◆ **ACTION ITEM**:
For each line below that holds the word "grid", make a copy.

◆ **EXTRACTED INFORMATION**:
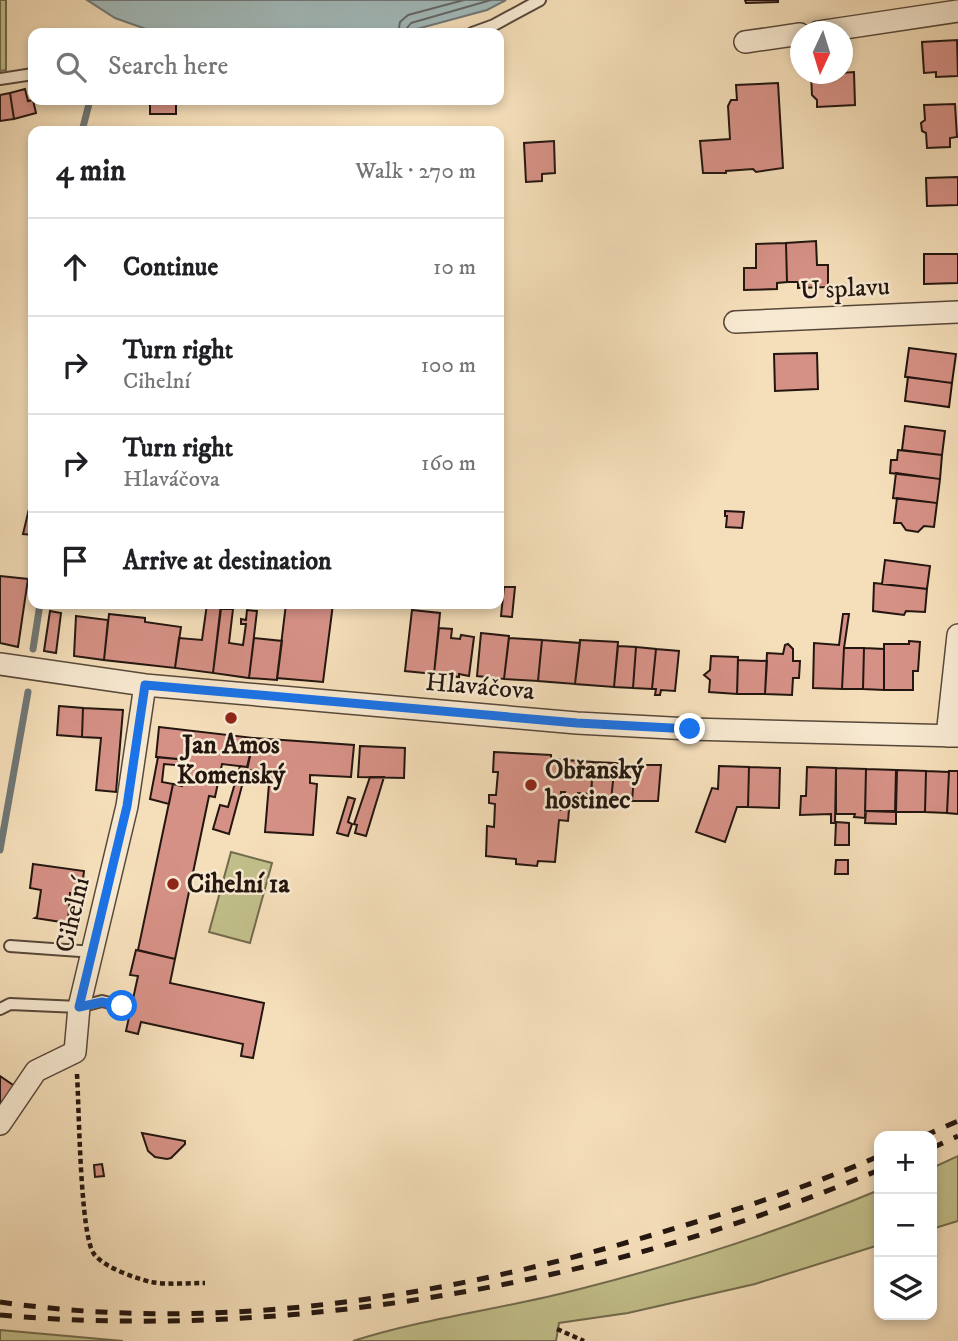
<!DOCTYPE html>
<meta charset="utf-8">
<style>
:root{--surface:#fff;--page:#f6f6f6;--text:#202124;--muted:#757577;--line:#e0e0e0}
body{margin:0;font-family:"IM FELL DW Pica",serif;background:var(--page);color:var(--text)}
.controls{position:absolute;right:21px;bottom:21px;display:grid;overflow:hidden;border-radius:14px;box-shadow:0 4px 10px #0003}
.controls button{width:63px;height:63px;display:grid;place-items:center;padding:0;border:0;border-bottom:2px solid var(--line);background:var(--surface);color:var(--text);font:35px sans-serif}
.compass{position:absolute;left:790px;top:21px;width:63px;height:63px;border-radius:50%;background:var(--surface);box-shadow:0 4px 10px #0003;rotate:184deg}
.stop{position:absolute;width:21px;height:21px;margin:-16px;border:5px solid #1a73e8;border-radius:50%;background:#fff}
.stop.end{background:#1a73e8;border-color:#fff;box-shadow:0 2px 7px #0008}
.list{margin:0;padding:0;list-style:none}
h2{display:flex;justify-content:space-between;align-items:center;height:91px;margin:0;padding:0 28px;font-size:30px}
h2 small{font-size:23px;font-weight:400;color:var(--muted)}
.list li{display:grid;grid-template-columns:46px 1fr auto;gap:21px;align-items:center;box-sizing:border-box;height:98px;padding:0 28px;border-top:2px solid var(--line)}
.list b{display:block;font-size:26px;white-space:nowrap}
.list p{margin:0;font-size:23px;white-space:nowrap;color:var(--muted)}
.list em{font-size:23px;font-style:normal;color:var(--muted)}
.icon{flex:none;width:38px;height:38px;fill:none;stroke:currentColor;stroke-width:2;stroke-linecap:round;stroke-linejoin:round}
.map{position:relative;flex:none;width:958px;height:1341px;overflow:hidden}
.search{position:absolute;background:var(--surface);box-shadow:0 4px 10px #0003;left:28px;top:28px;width:476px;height:77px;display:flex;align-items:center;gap:18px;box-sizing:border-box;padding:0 24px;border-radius:14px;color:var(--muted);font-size:26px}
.panel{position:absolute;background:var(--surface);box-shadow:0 4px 10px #0003;left:28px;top:126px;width:476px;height:483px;border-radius:14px}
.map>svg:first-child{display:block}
</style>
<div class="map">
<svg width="958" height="1341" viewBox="0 0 958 1341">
<rect width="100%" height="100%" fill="#f5dfba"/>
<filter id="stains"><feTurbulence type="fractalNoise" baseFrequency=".00286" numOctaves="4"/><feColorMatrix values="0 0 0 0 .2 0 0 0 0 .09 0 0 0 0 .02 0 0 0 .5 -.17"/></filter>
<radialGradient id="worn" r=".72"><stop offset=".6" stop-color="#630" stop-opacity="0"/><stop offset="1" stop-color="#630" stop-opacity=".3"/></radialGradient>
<path fill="#c2c08b" stroke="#726b4e" stroke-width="2" d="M0 0H6V70L0 71Z
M231 852 272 863 250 943 209 932Z
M958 1156V1221L932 1229V1168Z
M879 1190V1245L755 1284 628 1313 559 1323 556 1341H353C426 1318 502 1309 576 1290 679 1264 781 1231 879 1190Z
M0 1330 123 1341H0Z"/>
<path fill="#a1babb" stroke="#6f7877" stroke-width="2" d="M87 0H506L487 10 402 33H157L115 18Z"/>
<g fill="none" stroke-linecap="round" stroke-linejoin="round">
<path stroke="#626866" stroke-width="2" d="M398 33 400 22 408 15 464 0
M406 33 407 28 411 23 491 0"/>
<path stroke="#6f7877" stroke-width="7" d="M82 131 90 100
M33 649 40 604
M0 850 28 692"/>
</g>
<path fill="#d69186" stroke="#231610" stroke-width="2" d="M745 0H778V2L746 3Z
M957 40 958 76 936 77V72L924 73 922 42Z
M854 72 855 105 817 107V100L812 95 811 75Z
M778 83 783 168 756 172 753 169 726 171V173H703L700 141 730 139 728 106 731 100H737L736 85Z
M25 89 28 101 33 100 36 113 14 119 10 93Z
M10 93 14 119 0 121V95Z
M150 100H176V114H150Z
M955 104 957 137 950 138V147L927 148 926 133 922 131 921 123 925 120 924 105Z
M554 141 555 173 542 174V181L526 182 524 143Z
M958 177V205L927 206 926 178Z
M816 241 817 265H828V287L798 288V282H787L786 243Z
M786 243 787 282 777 283V289L744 290V268H756V244Z
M924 254H958V283L924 284Z
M909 348 956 354 952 383 905 377Z
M817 353 818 389 775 391 774 354Z
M908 377 952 383 949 407 905 401Z
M905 426 945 431 942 455 902 450Z
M898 450 942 455 940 479 890 473 891 460H897Z
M896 473 940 479 937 503 893 498Z
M33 492V535L23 534Z
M897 498 937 503 934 527 924 526 918 532 906 530 901 523H894Z
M725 511 744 512 742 528 726 527 727 516H725Z
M885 560 930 566 927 589 882 584Z
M0 576 28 579 18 647 0 643Z
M874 583 927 589 925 612 906 611 904 615 873 611Z
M504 587H515L512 617 501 616Z
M207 604H221L213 673 175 668 179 638 202 640Z
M286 604H333L323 682 277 678Z
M221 609H233L229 643 243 645 246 624H241V619L246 620 247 610 257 611 249 678 213 673Z
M412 610 440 613 434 674 405 671Z
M50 611 61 613 56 653 44 651Z
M109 614 145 618V622L181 627 175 668 104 660Z
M843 614H849L844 648 842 689 813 688 814 643 839 645Z
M76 616 108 620 104 660 74 656Z
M439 628 452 629 451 638 460 639 461 635 474 637 469 676 459 674V677L434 674Z
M481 633 509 636 504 679 477 676Z
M254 638 282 641 277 680 249 678Z
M509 638 542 640 538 681 504 679Z
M542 640 580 643 575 684 538 681Z
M580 640 618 642 614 687 575 684Z
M909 641 920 642 918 671H913V690H884V644H909Z
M788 644 793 649V661H800L799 678H793L792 695 765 694 767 653 783 654 785 645Z
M618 646 636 647 633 688 614 687Z
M636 647 656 649 652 689 633 688Z
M844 648H864L863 689H842Z
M864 648 884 649V690L863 689Z
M656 649 679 651 675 691 661 690 660 695H655L656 689H652Z
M711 656 738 657 737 694 709 692 710 680 704 675 710 670Z
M738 660 767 661 765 694H737Z
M59 706 83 708 82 737 57 735Z
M83 708 123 710 116 792 96 790 101 738 82 737Z
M159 727 254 738 247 767 222 764 215 797 209 796 175 959 138 950 173 784 182 786 187 760 156 757Z
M254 738 354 745 351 777 310 775V783L317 784 313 835 265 832 270 772 247 770Z
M360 746 405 748 404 778 358 777Z
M494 752 551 755V759L593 762 591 794 578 793V798L564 797 565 792H561L560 810H569L568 821 559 820 555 862 538 861 537 866 516 864V859L486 856 487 826 494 827 495 804 489 803V795H496L498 772H493Z
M158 757 187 760 186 766 164 764 162 782 173 784 169 804 150 799Z
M593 762 615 763 611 800 591 798Z
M615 763 635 765 632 801 611 800Z
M635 765H661L658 801H632Z
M240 766 247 767 229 834 213 829 220 805 228 807Z
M719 766 749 767 748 807H737L725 842 696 832 712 788 718 789Z
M749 767 780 768 779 808 748 807Z
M807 767 836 768 835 823H831V814L800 815 801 796H806Z
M836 768 866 769 865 818 854 817 855 814H836Z
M866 769 896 770 895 812 865 811Z
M897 770 926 771 925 812H896Z
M926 771 949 772 947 813 925 812Z
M949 771H958V814L947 813Z
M370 777H384L366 836 355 833 357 825 354 824Z
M348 797 355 799 348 822 352 824 348 836 337 833Z
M866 811H896V824L865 823Z
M836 822 849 823V845H835Z
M836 860H848V874H835Z
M33 864 84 871 81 895 70 893 68 923 35 918 37 917 41 890 30 888Z
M136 950 175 959 170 983 264 1003 253 1058 241 1056 243 1044 141 1022 138 1034 126 1031 138 976 130 975Z
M0 1076 16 1087 0 1108Z
M142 1133 185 1141V1144L171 1158 167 1159 155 1157 148 1151Z
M102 1164 104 1176 95 1177 94 1165Z"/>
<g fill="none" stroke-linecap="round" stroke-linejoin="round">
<g stroke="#58483a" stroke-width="14">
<path id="lane" d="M472 33 494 25 540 0
M0 79 33 74
M10 946 94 952
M0 1009 10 1004 79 1007 102 1001 122 1006"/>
</g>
<g stroke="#58483a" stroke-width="24">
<path id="street" d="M818 32 958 11
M745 42 800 34
M735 322 958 312
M0 664 145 685 577 723 690 729 958 736
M947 736 958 635
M0 1124 36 1071 75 1052 79 1007 127 806 145 685"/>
</g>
<path stroke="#231610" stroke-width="4.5" stroke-dasharray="5 3.5" stroke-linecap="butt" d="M77 1074C79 1105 80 1236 94 1254 105 1268 135 1278 151 1282 168 1285 188 1283 205 1283
M557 1329 584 1341"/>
<use href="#lane" stroke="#f8ead2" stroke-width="10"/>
<use href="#street" stroke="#f8ead2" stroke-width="21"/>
<path stroke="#231610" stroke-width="5" stroke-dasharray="12 12" stroke-linecap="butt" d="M924 1136 958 1121
M932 1148 958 1136
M0 1302C221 1334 447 1297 659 1233 734 1211 808 1187 879 1156
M0 1315C291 1341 611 1283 879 1170"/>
</g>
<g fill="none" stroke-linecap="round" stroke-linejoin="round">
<path stroke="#1a73e8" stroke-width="9" d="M122 1006 102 1002 79 1007 127 806 145 685 577 723 690 729"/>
</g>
<g fill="#8f2418" stroke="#f8ead2" stroke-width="2.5">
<circle cx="231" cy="718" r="7"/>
<circle cx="531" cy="785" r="7"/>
<circle cx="173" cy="884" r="7"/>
</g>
<g text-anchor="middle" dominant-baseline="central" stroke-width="5" stroke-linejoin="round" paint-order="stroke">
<g font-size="26" fill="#231610" stroke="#f8ead2">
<text transform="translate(845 289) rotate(-3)">U splavu</text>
<text transform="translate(480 687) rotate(5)">Hlaváčova</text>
<text transform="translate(73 915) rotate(-77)">Cihelní</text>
</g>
<g font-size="26" font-weight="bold" fill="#231610" stroke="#f8ead2" text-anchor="start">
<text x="231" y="745" text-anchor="middle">Jan Amos<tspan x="231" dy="30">Komenský</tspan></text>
<text x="545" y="770">Obřanský<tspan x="545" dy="30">hostinec</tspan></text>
<text x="187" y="884">Cihelní 1a</text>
</g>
</g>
<rect width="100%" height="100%" filter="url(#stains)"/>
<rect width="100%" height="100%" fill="url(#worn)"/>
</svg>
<div class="controls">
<button>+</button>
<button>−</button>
<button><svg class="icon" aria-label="layers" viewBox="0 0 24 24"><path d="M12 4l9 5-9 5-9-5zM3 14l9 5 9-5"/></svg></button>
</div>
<svg class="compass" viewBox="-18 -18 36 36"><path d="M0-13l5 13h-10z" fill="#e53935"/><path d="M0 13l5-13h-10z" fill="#757577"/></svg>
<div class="stop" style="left:122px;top:1006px"></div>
<div class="stop end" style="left:690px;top:729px"></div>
<div class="search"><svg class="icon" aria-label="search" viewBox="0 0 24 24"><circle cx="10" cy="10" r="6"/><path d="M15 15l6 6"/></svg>Search here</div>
<section class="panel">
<h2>4 min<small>Walk · 270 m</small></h2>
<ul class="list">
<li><svg class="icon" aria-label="ahead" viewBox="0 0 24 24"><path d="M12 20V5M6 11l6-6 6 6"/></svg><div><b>Continue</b></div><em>10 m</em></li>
<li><svg class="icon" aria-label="right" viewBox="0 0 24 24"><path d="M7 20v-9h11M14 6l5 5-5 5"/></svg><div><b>Turn right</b><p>Cihelní</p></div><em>100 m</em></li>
<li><svg class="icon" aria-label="right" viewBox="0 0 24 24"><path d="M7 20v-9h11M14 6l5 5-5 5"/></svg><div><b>Turn right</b><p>Hlaváčova</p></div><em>160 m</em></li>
<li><svg class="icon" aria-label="arrive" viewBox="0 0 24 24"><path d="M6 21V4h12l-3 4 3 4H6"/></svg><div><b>Arrive at destination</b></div></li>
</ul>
</section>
</div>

◆ **SOLUTION FOR THIS TASK**:
.controls{position:absolute;right:21px;bottom:21px;display:grid;overflow:hidden;border-radius:14px;box-shadow:0 4px 10px #0003}
.controls button{width:63px;height:63px;display:grid;place-items:center;padding:0;border:0;border-bottom:2px solid var(--line);background:var(--surface);color:var(--text);font:35px sans-serif}
.list li{display:grid;grid-template-columns:46px 1fr auto;gap:21px;align-items:center;box-sizing:border-box;height:98px;padding:0 28px;border-top:2px solid var(--line)}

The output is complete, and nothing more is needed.